Marcel Winatschek

Too Cold for Color

First winter day and I’m already dead inside. Not the poetic kind—just the cold that makes you move faster without moving at all, and you dress for it by grabbing whatever was black yesterday. Coat, pants, boots, gone. Everyone looks the same, which is exactly the point. Winter here means you pick a uniform and stick with it.

I was looking at street fashion photos from Tokyo—Harajuku, Shibuya—from those last months before the cold really set in, and it was like watching people from a different planet get dressed. Bright colors, actual patterns, oversized pieces clashing in ways that shouldn’t work but somehow did. Not fashion-magazine stuff. Just kids putting outfits together without asking permission from the season.

As someone who thinks about this stuff—how people assemble themselves, what they’re saying without saying anything—it was jarring. Nobody does this here. You don’t see kids dressed like that when it gets cold. It’s like everyone’s agreed that color is impractical.

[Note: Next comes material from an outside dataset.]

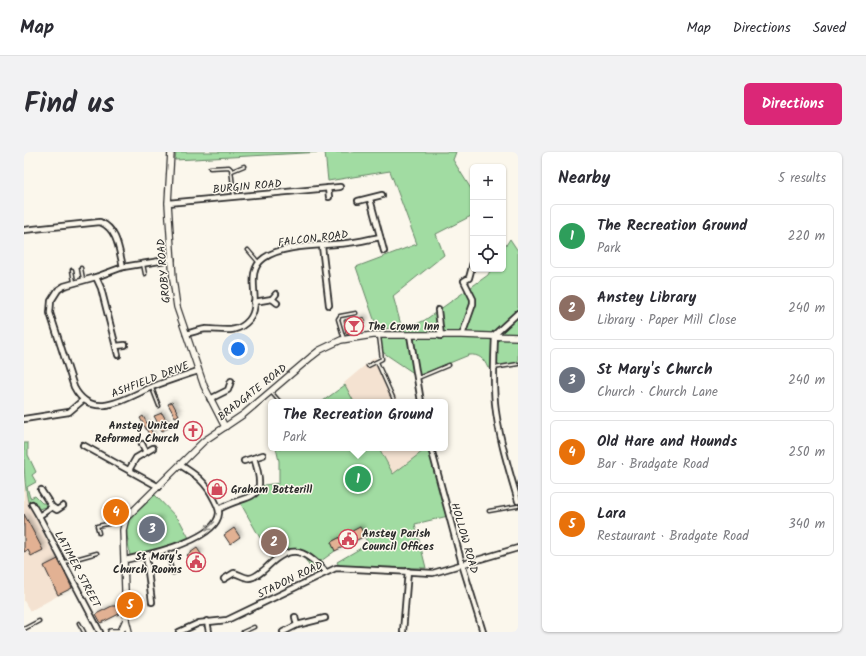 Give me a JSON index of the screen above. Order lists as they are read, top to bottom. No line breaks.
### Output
{"streets":{"street":["BURGIN ROAD","FALCON ROAD","GROBY ROAD","ASHFIELD DRIVE","BRADGATE ROAD","HOLLOW ROAD","LATIMER STREET","STADON ROAD"]},"crossings":[["BURGIN ROAD","GROBY ROAD"],["GROBY ROAD","ASHFIELD DRIVE"],["GROBY ROAD","BRADGATE ROAD"],["HOLLOW ROAD","STADON ROAD"]],"places":{"bar":["The Crown Inn"],"church":["Anstey United Reformed Church"],"shop":["Graham Botterill"],"public building":["Anstey Parish Council Offices","St Mary's Church Rooms"]},"page":{"header":"Map","nav":["Map","Directions","Saved"],"title":"Find us","buttons":"Directions","heading":["Nearby","5 results"],"map_buttons":["+","−"],"list":[{"mark":"1","name":"The Recreation Ground","note":"Park","value":"220 m"},{"mark":"2","name":"Anstey Library","note":"Library · Paper Mill Close","value":"240 m"},{"mark":"3","name":"St Mary's Church","note":"Church · Church Lane","value":"240 m"},{"mark":"4","name":"Old Hare and Hounds","note":"Bar · Bradgate Road","value":"250 m"},{"mark":"5","name":"Lara","note":"Restaurant · Bradgate Road","value":"340 m"}],"popup":["The Recreation Ground","Park"],"pins":["1","4","3","2","5"]}}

I don’t know if it’s cultural or just that teenagers in Tokyo don’t have the surrender instinct people up north do. Maybe they don’t have a reason to look like everyone else. Either way, there’s something I recognize in that refusal to let the season decide your visual life. Not that I’m going out to buy neon next week—that’s not the point. It’s more that watching people dress without apologizing for it, without letting utility kill everything, reminds you that you could choose something different whenever you actually wanted to.